Mazahir Salih, a candidate for one of two at-large seats on the Iowa City Council, is focusing her campaign on building a more inclusive community in Iowa City by addressing affordable housing, building partnerships with local businesses and improving public transportation.
In 1997, she came to the United States from Sudan with a degree in civil engineering. She started over, got her citizenship, met her husband with whom she had five kids and rented a two-bedroom apartment in Richmond, Virginia. Her first job was at McDonalds. Since then she has worked in telemarketing, customer service, at a bank and even started her own business as a Medicaid contractor. Then, in 2011 she decided to get a degree in Electroneurodiagnostic Technology from Kirkwood Community College in Iowa City in order to work with people suffering from epilepsy.
She planned to come to Iowa City only for her degree before returning to Richmond. Since living here, Salih said she will never go back to Virginia. The pace of life in Iowa City has given her a chance to spend time with her family, she said.
“Virginia, no one has time for anything. It is so busy and I never even had time to get to know my kids,” Salih said in an interview with Little Village.
While working as needed at the University of Iowa Hospitals and Clinics’ epilepsy center, Salih became a founding member of the Center for Worker Justice of Eastern Iowa (CWJ) in 2012. She rose from a volunteer, to the vice president, to the president and is currently a full-time community organizer for the CWJ, where her job is to bring people together. Now, she hopes to continue to bring community members together as an elected official.
Salih said she has always been interested in helping people, and that is part of what drives her campaign for city council.
“Helping families and helping neighbors is something in my blood. I just like to help everybody. I’m that person in Sudan, Virginia, Iowa,” she said.
Salih’s campaign manager Shawn Harmsen said she is fearless, describing her reaching out to businesses to make sure employees who said they haven’t received fair wages are given a voice.
“Every other time I talk to her she is in the middle of helping somebody,” Harmsen said.
Once, directly after a meeting, Salih left to help a friend with car trouble who was passing through Iowa City, he said. (Salih asked to reschedule her interview with Little Village because her cousin was undergoing an emergency cesarean section, during which Salih stayed overnight in the hospital by her cousin’s side.)
“Mazahir is a giver,” Harmsen said. “And it doesn’t matter where you’re from. I grew up in Iowa, and that’s an Iowa Value.”
Salih said that she hoped to focus on improving affordable housing in Iowa City if she is elected.

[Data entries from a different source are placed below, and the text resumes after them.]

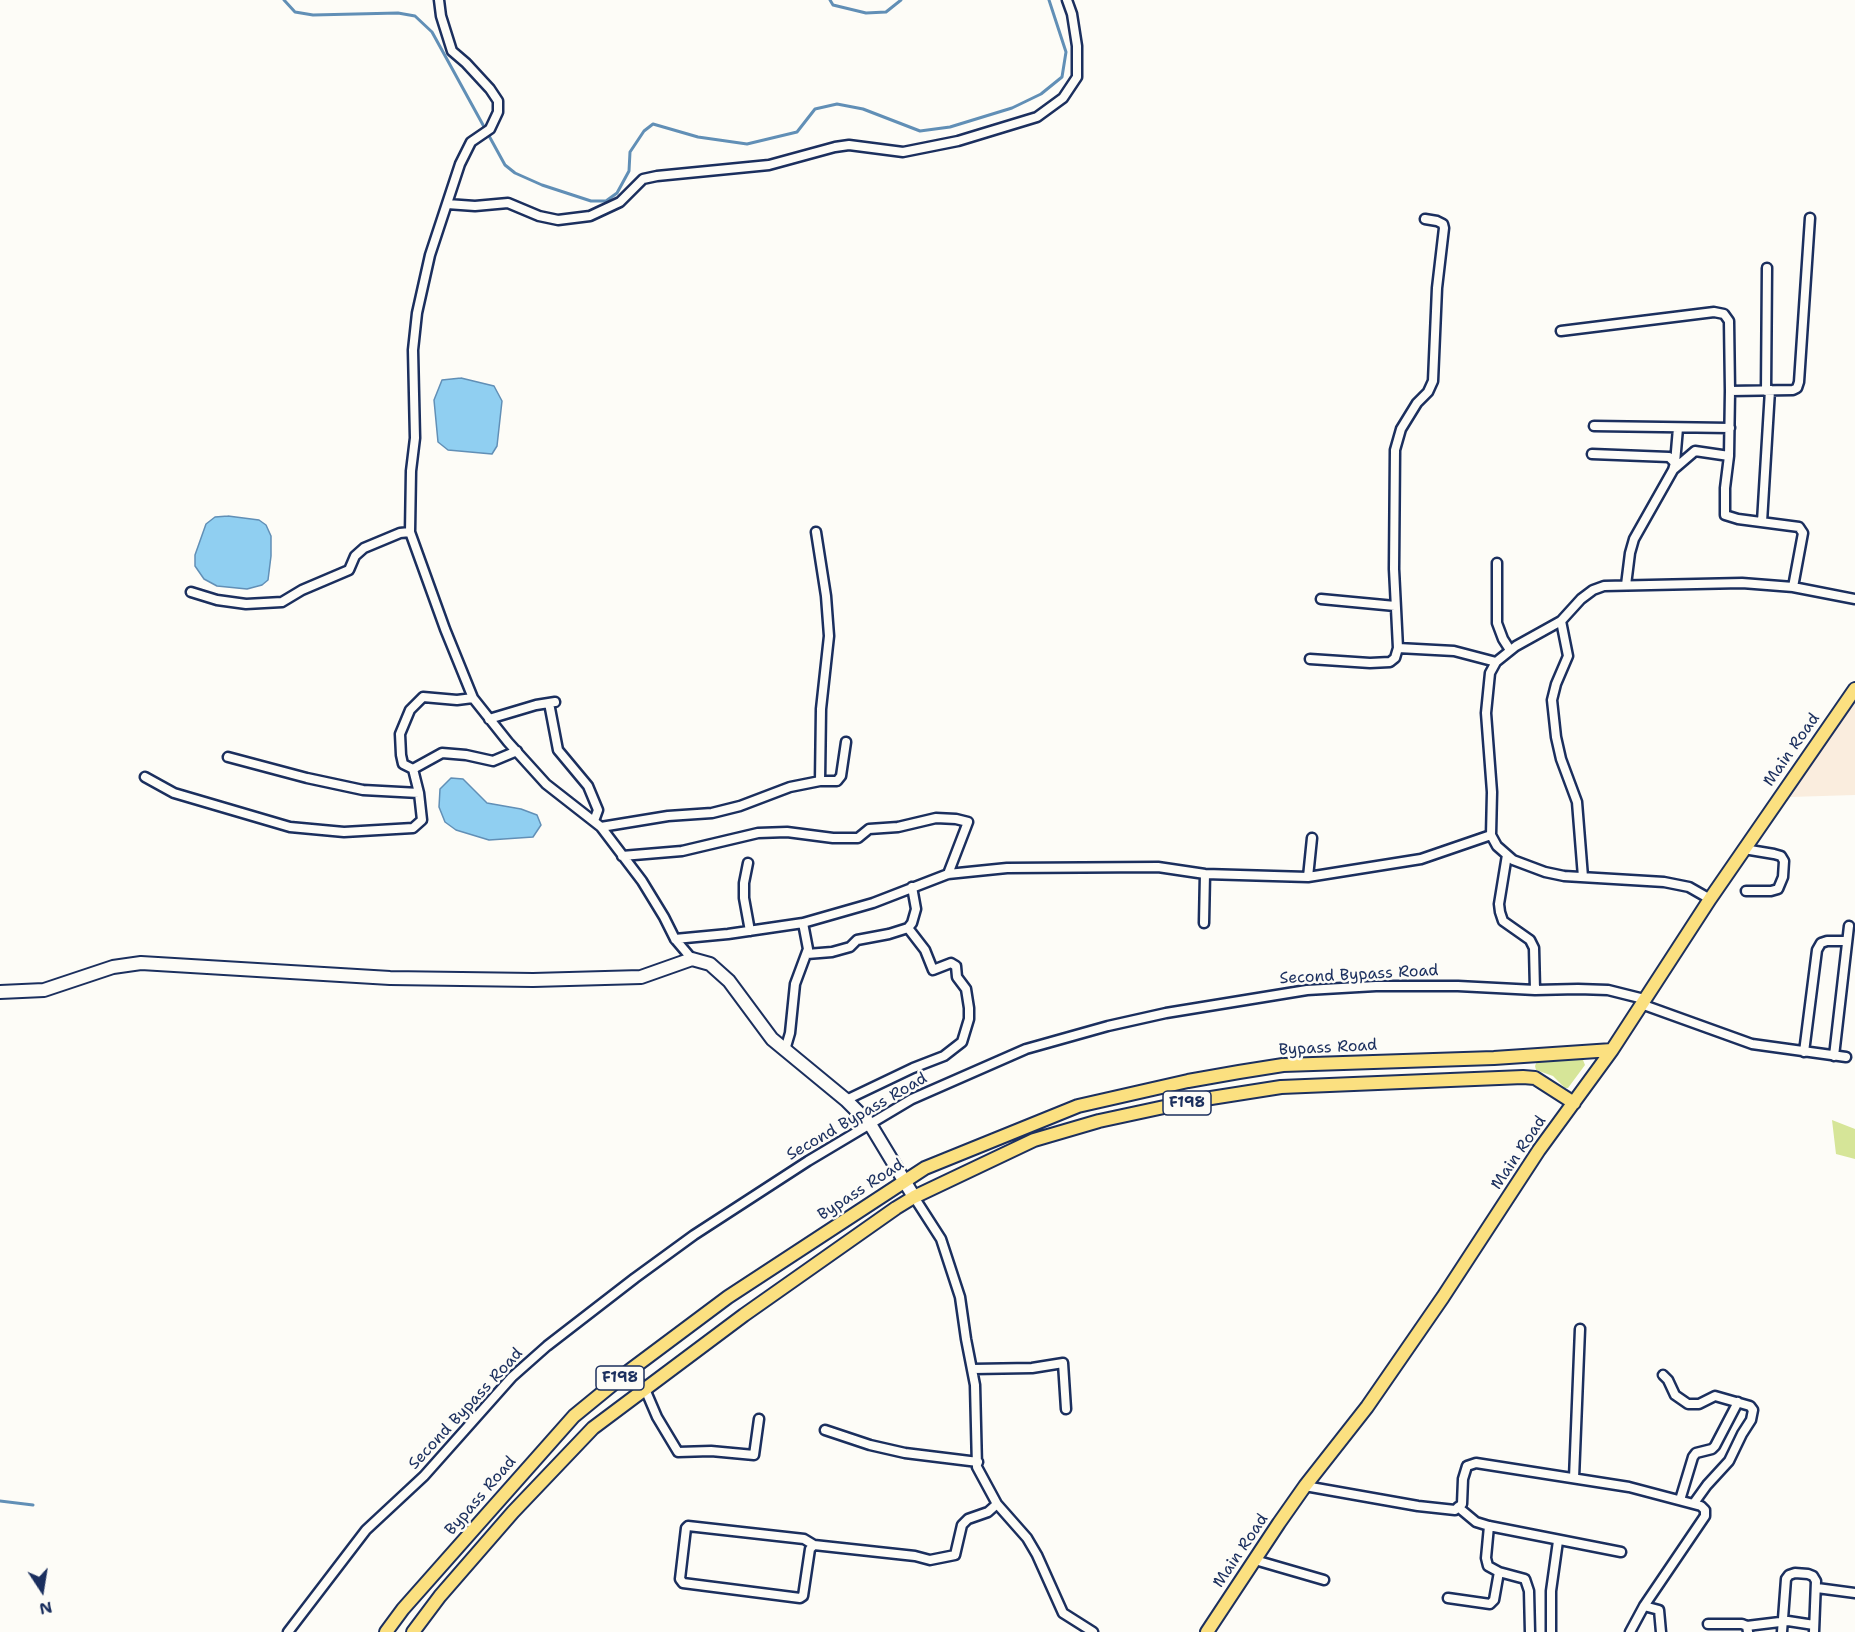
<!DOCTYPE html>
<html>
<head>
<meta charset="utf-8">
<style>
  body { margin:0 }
  #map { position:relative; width:1855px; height:1632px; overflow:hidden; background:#fdfcf7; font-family:"Shantell Sans",sans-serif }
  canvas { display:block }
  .north { position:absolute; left:12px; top:1560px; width:60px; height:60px; -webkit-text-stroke:4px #fdfcf7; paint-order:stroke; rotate:168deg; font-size:16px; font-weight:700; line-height:24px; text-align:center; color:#1b2f5e }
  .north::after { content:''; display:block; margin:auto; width:21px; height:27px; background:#1b2f5e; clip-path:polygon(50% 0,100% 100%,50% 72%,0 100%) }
</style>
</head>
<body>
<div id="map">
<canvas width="1855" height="1632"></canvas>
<div class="north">N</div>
</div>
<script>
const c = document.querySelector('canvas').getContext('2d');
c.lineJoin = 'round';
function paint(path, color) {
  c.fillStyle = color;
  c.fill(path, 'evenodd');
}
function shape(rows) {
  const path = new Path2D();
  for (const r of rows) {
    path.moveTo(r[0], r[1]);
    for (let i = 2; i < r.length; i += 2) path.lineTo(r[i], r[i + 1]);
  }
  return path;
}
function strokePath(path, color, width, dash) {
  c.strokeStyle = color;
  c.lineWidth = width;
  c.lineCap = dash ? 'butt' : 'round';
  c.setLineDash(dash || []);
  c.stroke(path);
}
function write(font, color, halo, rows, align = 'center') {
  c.font = font + ' "Shantell Sans",sans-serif';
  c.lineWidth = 5;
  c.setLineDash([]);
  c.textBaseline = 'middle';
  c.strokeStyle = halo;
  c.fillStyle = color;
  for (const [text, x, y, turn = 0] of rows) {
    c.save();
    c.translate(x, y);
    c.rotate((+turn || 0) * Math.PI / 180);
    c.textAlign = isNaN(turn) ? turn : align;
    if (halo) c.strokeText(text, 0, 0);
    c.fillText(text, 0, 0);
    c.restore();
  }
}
paint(shape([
  [1855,701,1855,795,1790,797]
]), '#faedde');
paint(shape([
  [1578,1058,1583,1060,1585,1065,1568,1088,1565,1088,1553,1076,1536,1070,1535,1066,1537,1061,1541,1060],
  [1832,1120,1855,1129,1855,1159,1836,1154]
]), '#d6e598');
const water = shape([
  [461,378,494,386,502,401,497,446,492,454,448,450,438,442,434,400,442,380,461,378],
  [228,516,259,520,266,525,271,536,271,556,268,580,262,585,247,589,217,586,204,579,195,566,195,555,206,524,215,517,228,516],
  [451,778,463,779,487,803,521,809,537,815,541,825,533,837,489,840,456,830,445,822,439,807,440,789,451,778]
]);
paint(water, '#90cff1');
strokePath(water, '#618fb6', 1.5);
strokePath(shape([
  [284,0,295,12,313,15,398,13,415,16,432,32,505,165,515,173,542,185,591,201,606,201,617,193,629,171,630,152,644,131,653,124,698,137,747,144,797,132,815,109,837,104,863,109,920,131,950,127,1012,108,1041,94,1062,77,1066,52,1049,0],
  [830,0,833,5,866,13,886,12,901,0],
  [0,1501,33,1505]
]), '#618fb6', 3);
const street = shape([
  [439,0,441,16,452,51,466,63,490,89,498,101,498,112,490,129,471,142,460,164,430,255,417,313,413,350,415,438,411,471,410,532,445,629,473,698,508,742,546,784,601,827,642,881,664,917,675,939,692,959],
  [447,204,475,206,508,203,539,216,558,220,590,216,620,202,643,179,657,176,769,165,835,147,849,145,903,152,958,141,1037,117,1063,98,1077,77,1077,46,1072,14,1067,0],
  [1561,331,1714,312,1724,314,1729,321,1730,391,1729,456,1725,488,1725,515,1738,519,1799,527,1803,533,1793,587],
  [1730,391,1793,390,1797,388,1799,382,1810,218],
  [1766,391,1767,268],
  [1594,426,1730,428],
  [1592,454,1669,457,1675,463,1673,470,1634,539,1630,553,1626,585],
  [1675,463,1678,428],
  [1674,469,1695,451,1729,456],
  [1762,522,1770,390],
  [816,532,826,596,829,636,821,709,820,781],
  [1497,563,1497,623,1503,639,1510,650],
  [191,592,217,600,246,604,282,602,302,590,349,570,355,556,364,548,400,533,410,532],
  [1321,599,1395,606],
  [1561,621,1568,656,1556,684,1552,700,1556,737,1561,759,1577,802,1583,877],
  [1398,648,1454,651,1496,662],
  [1310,659,1370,663,1390,662,1395,658,1398,648,1394,569,1395,450,1401,429,1417,403,1428,392,1433,381,1437,288,1444,228,1443,224,1437,221,1425,219],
  [549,703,558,750,588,786,598,810,594,821],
  [489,719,536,705,555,702],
  [228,757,307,778,363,790,419,793],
  [413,769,442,753,466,755,493,761,517,751],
  [145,777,174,793,290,827,344,832,413,828,422,820,419,793,413,769,403,764,401,755,400,734,410,710,423,697,457,700,473,698],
  [601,827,668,816,712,813,740,806,790,787,820,781,837,781,841,776,846,742],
  [1744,849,1774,854,1781,856,1784,861,1783,877,1778,889,1771,891,1746,891],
  [1507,855,1499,904,1500,912,1503,921,1530,940,1534,948,1535,990],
  [622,856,682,851,758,833,787,832,833,838,858,838,869,829,898,827,936,818,956,819,968,822,948,874],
  [748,863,744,883,744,898,750,931],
  [1308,877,1312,838],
  [1710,899,1689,887,1664,882,1564,876,1545,872,1513,860,1497,846,1491,835,1492,792,1486,713,1490,673,1496,662,1516,646,1561,621,1581,599,1593,590,1604,586,1742,583,1793,587,1855,599],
  [1204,923,1205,874],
  [675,939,728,934,803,923,873,903,948,874,1007,868,1158,867,1205,874,1308,877,1421,859,1491,835],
  [807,954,832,952,850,947,857,940,889,934,908,928,912,923,916,909,912,887],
  [1641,1004,1752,1044,1846,1057],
  [785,1050,790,1033,795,984,808,949,803,923],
  [1804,1052,1817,950,1821,943,1827,941,1847,941],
  [1834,1056,1849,926],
  [846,1100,913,1068,944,1056,962,1042,969,1019,969,1008,966,989,957,977,956,966,951,963,933,970,925,950,908,928],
  [914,1197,941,1239,960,1297,966,1339,975,1385,977,1467,997,1504,1027,1538,1037,1555,1063,1613,1093,1632],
  [973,1369,1032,1368,1063,1363,1066,1409],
  [629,1371,645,1389,657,1417,678,1452,711,1451,754,1455,759,1419],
  [1663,1375,1668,1380,1675,1395,1688,1404,1699,1404,1715,1396,1750,1406,1753,1410,1751,1420,1742,1434,1729,1461,1707,1485,1694,1503],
  [825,1430,870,1445,905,1453,978,1462],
  [1574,1478,1580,1329],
  [1305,1486,1418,1506,1455,1510,1462,1504,1463,1479,1467,1466,1476,1463,1629,1487,1701,1506,1705,1510,1705,1516,1644,1606,1630,1632],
  [1680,1500,1693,1457,1696,1453,1712,1449,1715,1446,1738,1402],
  [1458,1507,1476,1522,1489,1526,1621,1552],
  [1489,1526,1486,1558,1488,1566,1499,1572,1525,1579,1529,1591,1530,1632],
  [814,1545,804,1539,688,1526,686,1528,680,1579,683,1583,800,1598,803,1596,810,1549,814,1545,915,1556,930,1560,955,1555,962,1525,968,1519,988,1512,997,1504],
  [1255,1560,1324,1580],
  [1817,1588,1855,1593],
  [1448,1598,1490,1604,1494,1600,1499,1572],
  [1644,1606,1659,1610,1661,1632],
  [1708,1624,1742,1624,1747,1626,1748,1632],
  [1747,1626,1788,1621,1814,1625],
  [288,1632,366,1530,424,1476,512,1377,547,1346,635,1278,694,1235,808,1161,912,1099,1026,1049,1108,1026,1166,1013,1307,990,1376,986,1458,986,1535,990,1578,989,1608,990,1644,999],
  [1551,1632,1551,1591,1558,1541],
  [1782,1632,1786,1579,1789,1575,1795,1573,1808,1574,1813,1576,1816,1581,1814,1632]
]);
const secondary = shape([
  [0,992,44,990,113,967,141,963,390,978,533,980,641,977,692,959,710,964,729,981,772,1039,846,1100,870,1124,914,1197]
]);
const primary = shape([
  [386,1632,403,1609,574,1416,629,1371,728,1297,925,1168,1078,1106,1188,1081,1239,1072,1283,1065,1494,1058,1612,1050],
  [413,1632,440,1596,513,1512,593,1428,744,1315,896,1208,914,1197,1034,1140,1099,1121,1192,1101,1281,1087,1523,1077,1535,1078,1574,1103],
  [1207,1632,1279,1523,1305,1486,1367,1407,1443,1297,1539,1150,1612,1050,1710,899,1855,689]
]);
strokePath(street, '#1b2f5e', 13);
strokePath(secondary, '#1b2f5e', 16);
strokePath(primary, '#1b2f5e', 16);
strokePath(street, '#fdfcf7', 8);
strokePath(secondary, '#fdfcf7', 12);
strokePath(primary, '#fbe080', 12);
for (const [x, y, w] of [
  [1187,1103,48],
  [620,1378,48]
]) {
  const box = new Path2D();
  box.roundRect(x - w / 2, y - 12, w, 24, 4.5);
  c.fillStyle = '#fdfcf7';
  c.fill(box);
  strokePath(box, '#1b2f5e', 1.5);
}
write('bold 15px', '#1b2f5e', null, [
  ["F198",1187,1103],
  ["F198",620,1378]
]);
write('16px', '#1b2f5e', '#fdfcf7', [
  ["Main Road",1792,750,-55],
  ["Second Bypass Road",1359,975,-3],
  ["Bypass Road",1328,1048,-3],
  ["Second Bypass Road",857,1117,-30],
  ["Main Road",1519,1153,-56],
  ["Bypass Road",861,1190,-33],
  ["Second Bypass Road",466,1409,-47],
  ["Bypass Road",481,1496,-49],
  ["Main Road",1241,1551,-56]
]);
</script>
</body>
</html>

She referenced census data that shows that more than 11,000 Iowa City renters and homeowners spend over 30 percent of their income on housing, including nearly 7,000 who spend over 50 percent.
“For me, Iowa City has a crisis of affordable housing,” Salih said
She has worked in the past to help lower income residents fight for housing availability, including working with Forest View Mobile Home Court residents who were on the verge of being evicted to make way for a new development. Salih and members of the CWJ brought residents and the developer together to find solutions. She said they found a way for the residents to get better, more affordable and safer homes, while allowing the developer to move forward.
“This is the kind of creative solution we need in this town where both the developer and the residents will benefit,” Salih said.
Salih also said she hoped Iowa City could spread affordable housing throughout the community, creating a town with people from different income levels living as neighbors.
As a full-time community organizer with the CWJ, Salih has worked to establish relationships with local businesses, something she said she would continue to build on.
On March 26, 2017, after a ban on higher minimum wage ordinances was introduced in the Iowa Legislature, she approached local businesses with navy blue $10.10 minimum wage signs. She started to get businesses to commit to continued support of Johnson County’s $10.10 minimum wage before the bill to abolish it was signed.
After getting help from community volunteers, she said nearly 150 businesses joined the cause.
“We must make sure that everyone has a livable wage and workplace conditions that allow them to support families and grow our economy to make the table even larger, more inclusive,” she said.
As a city council member, she said she would also focus on transportation. She said the city should allocate public funds to make citywide transportation more reliable and accessible.
“We have a great community with a lot to offer, but they cannot participate because they do not have transportation,” she said.
Salih said she doesn’t expect working with the city council to be easy, but said she is ready to work hard to help improve the community.
“I know the hard work it takes,” Salih said. “Like many immigrants, I came looking for a better life, but I learned that a better life is not something you find. A better life is something you build; You have to fight for it.”
Salih is one of three candidates for two at-large seats on the Iowa City Council, running along with current council member Kingsley Botchway and Iowa City Downtown District nighttime mayor Angela Winnike. The election is coming up Nov. 7.